I'd be interested to see whether an optimisation like what you describe is possible, and whether it'd turn out to be an optimisation at all.

To gain the benefits you want when doing table scans, I guess what you really need is a format that can be traversed without having to parse it and turn it into what's probably a malloc()'d graph of javascript objects. You want to be able to give a path expression for a field and grab it out directly from the serialised form where it's been read into a Pg read buffer or into shared_buffers. That'd be a really interesting design project, but I'd be surprised if anything like it existed in v8.

What you really need to do is research how the existing json-based object databases do fast searches for arbitrary json paths and what their on-disk representations are, then report back on pgsql-hackers. Maybe there's something to be learned from people who've already solved this - presuming, of course, that they have.

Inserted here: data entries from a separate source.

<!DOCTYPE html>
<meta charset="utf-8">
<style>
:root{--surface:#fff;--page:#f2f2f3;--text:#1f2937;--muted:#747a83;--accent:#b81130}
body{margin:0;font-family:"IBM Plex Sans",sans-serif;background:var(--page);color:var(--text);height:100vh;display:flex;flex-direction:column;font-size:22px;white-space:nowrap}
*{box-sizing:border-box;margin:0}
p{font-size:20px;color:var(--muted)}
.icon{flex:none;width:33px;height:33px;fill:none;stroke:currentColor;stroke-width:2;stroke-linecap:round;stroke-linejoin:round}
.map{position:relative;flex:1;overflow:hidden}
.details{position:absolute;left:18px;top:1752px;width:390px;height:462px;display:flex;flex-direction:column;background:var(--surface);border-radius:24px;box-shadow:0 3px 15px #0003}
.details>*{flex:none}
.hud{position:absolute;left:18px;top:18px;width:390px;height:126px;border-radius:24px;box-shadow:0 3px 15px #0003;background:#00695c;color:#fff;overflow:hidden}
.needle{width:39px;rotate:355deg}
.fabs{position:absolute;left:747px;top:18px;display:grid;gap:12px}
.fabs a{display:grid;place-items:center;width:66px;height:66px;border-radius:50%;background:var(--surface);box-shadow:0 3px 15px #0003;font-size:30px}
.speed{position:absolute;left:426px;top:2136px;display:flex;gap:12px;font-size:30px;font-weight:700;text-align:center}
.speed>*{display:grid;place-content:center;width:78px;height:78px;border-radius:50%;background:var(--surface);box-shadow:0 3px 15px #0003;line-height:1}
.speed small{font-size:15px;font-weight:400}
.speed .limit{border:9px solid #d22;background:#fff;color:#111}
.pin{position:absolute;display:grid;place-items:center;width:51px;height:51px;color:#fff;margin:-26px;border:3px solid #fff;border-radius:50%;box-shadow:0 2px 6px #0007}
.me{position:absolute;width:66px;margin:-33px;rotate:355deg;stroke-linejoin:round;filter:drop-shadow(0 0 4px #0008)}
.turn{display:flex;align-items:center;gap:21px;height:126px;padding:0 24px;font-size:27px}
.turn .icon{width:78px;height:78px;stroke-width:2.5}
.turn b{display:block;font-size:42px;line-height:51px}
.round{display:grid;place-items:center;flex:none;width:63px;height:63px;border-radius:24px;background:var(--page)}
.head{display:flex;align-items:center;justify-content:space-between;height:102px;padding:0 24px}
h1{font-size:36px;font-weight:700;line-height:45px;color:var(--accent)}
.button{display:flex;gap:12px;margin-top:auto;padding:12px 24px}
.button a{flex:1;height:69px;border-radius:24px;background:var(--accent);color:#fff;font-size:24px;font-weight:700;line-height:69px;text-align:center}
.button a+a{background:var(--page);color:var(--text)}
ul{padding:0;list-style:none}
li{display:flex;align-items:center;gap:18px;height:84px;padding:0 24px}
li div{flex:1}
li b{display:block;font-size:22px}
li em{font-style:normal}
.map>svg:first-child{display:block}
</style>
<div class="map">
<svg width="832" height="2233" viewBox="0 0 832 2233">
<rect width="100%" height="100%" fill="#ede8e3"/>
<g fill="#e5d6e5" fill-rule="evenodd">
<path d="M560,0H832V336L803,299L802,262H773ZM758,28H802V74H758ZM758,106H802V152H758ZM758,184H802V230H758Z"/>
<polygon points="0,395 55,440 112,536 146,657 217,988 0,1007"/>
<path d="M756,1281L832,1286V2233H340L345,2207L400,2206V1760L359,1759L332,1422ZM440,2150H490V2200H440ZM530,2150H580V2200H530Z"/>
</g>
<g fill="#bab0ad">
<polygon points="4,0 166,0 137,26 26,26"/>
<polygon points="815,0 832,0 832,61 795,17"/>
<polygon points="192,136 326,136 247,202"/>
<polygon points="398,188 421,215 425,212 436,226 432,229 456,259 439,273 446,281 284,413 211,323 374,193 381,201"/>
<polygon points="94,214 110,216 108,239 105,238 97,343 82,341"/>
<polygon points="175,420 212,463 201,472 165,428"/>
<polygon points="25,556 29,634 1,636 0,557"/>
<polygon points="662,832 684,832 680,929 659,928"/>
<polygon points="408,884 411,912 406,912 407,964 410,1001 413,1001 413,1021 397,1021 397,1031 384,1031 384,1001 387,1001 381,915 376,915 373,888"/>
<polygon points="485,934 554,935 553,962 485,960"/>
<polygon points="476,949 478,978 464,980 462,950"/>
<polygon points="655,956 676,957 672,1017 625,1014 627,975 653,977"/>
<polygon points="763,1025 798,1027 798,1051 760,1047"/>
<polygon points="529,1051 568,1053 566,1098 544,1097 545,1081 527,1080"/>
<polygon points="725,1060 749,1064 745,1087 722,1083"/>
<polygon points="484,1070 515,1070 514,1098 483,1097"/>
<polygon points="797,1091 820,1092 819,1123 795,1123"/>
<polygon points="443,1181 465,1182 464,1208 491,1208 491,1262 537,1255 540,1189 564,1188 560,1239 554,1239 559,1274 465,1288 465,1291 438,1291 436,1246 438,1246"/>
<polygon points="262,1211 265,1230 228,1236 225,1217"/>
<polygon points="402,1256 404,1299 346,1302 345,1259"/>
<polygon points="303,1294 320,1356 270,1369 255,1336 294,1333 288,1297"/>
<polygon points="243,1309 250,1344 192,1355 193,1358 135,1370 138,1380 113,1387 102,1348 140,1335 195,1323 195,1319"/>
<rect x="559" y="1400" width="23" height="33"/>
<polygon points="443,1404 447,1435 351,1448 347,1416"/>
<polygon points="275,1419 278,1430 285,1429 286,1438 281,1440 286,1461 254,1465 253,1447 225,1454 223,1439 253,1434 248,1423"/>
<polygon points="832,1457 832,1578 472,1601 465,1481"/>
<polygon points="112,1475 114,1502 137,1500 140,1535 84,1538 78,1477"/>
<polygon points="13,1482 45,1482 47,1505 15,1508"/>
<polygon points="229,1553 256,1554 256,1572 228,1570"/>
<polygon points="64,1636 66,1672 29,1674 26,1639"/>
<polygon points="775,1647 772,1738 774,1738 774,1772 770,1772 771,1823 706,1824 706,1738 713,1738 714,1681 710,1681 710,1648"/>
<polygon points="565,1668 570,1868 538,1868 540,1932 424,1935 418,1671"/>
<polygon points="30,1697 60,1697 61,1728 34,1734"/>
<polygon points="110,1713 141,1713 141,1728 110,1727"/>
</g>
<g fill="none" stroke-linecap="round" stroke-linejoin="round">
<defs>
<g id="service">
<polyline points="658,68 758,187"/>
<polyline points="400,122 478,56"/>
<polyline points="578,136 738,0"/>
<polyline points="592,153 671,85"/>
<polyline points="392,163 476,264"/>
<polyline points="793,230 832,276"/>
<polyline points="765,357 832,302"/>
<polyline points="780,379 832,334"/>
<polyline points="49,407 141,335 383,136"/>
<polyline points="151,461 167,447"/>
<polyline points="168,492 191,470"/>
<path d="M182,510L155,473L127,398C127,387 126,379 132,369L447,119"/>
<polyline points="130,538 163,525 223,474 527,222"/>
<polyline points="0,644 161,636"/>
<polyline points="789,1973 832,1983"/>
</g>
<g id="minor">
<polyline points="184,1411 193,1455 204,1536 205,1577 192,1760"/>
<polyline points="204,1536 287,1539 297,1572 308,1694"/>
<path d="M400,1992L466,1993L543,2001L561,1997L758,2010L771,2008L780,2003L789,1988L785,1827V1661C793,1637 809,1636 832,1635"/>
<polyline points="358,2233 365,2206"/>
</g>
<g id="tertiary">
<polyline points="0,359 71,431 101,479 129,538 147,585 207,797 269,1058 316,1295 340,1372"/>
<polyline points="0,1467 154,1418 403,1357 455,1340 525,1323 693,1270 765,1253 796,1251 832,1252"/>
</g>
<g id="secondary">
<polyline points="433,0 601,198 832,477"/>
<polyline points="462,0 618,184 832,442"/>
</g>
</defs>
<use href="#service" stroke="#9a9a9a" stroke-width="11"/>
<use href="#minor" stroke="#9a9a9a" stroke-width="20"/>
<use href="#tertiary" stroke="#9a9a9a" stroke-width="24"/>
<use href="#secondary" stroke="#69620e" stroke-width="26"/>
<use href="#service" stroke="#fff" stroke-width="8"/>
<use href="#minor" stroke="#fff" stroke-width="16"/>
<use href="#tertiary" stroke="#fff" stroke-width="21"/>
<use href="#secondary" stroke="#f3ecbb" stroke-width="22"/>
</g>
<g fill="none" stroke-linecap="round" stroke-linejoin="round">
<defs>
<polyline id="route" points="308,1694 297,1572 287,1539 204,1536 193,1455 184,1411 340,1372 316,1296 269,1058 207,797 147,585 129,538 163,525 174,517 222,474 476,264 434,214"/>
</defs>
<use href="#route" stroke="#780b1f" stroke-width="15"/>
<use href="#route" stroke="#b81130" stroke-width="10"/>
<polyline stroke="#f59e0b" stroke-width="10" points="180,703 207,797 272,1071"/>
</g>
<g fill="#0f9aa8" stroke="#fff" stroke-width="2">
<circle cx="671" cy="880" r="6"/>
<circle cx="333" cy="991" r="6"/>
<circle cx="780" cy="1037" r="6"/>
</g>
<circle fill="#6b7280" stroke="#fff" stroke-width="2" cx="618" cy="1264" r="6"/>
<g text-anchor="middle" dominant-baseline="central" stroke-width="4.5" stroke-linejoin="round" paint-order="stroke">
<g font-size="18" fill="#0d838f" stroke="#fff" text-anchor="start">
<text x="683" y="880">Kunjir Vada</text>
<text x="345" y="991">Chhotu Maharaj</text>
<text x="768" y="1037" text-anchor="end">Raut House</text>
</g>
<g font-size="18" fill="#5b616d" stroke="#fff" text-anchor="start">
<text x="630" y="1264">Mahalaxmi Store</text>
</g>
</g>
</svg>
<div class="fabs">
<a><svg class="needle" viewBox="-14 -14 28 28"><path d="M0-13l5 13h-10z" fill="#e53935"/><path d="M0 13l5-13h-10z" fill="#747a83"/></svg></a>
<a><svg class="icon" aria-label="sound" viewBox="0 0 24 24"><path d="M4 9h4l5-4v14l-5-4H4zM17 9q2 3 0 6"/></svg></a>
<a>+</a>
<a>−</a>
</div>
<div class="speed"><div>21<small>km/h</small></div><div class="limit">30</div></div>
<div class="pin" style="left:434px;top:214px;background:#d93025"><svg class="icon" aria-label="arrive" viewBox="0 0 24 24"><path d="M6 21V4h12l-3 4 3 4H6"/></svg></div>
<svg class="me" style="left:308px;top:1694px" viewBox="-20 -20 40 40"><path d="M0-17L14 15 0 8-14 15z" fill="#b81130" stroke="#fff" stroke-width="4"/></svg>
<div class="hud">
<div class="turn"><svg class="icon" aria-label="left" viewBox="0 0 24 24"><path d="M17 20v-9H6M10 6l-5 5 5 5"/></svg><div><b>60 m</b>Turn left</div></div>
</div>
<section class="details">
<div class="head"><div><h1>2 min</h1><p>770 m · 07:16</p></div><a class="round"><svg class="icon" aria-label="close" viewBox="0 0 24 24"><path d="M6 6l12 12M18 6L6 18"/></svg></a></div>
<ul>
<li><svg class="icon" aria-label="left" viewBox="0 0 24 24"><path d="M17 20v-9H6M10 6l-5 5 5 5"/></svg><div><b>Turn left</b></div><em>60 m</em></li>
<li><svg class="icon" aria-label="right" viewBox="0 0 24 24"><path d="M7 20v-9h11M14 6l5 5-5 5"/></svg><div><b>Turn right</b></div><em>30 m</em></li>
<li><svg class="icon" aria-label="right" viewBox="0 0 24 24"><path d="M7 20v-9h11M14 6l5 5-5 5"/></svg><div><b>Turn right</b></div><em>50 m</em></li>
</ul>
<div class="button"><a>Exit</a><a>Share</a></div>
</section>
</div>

In the mean time, what I'd want to focus on is what the other answers here are doing: Working around the slow point and finding other ways to do what you need. You could also look into helping to optimise the json parser, but depending on whether the v8 one or some other one is in use that might already be far past the point of diminishing returns.

I guess this is one of the areas where there's a trade-off between speed and flexible data representation.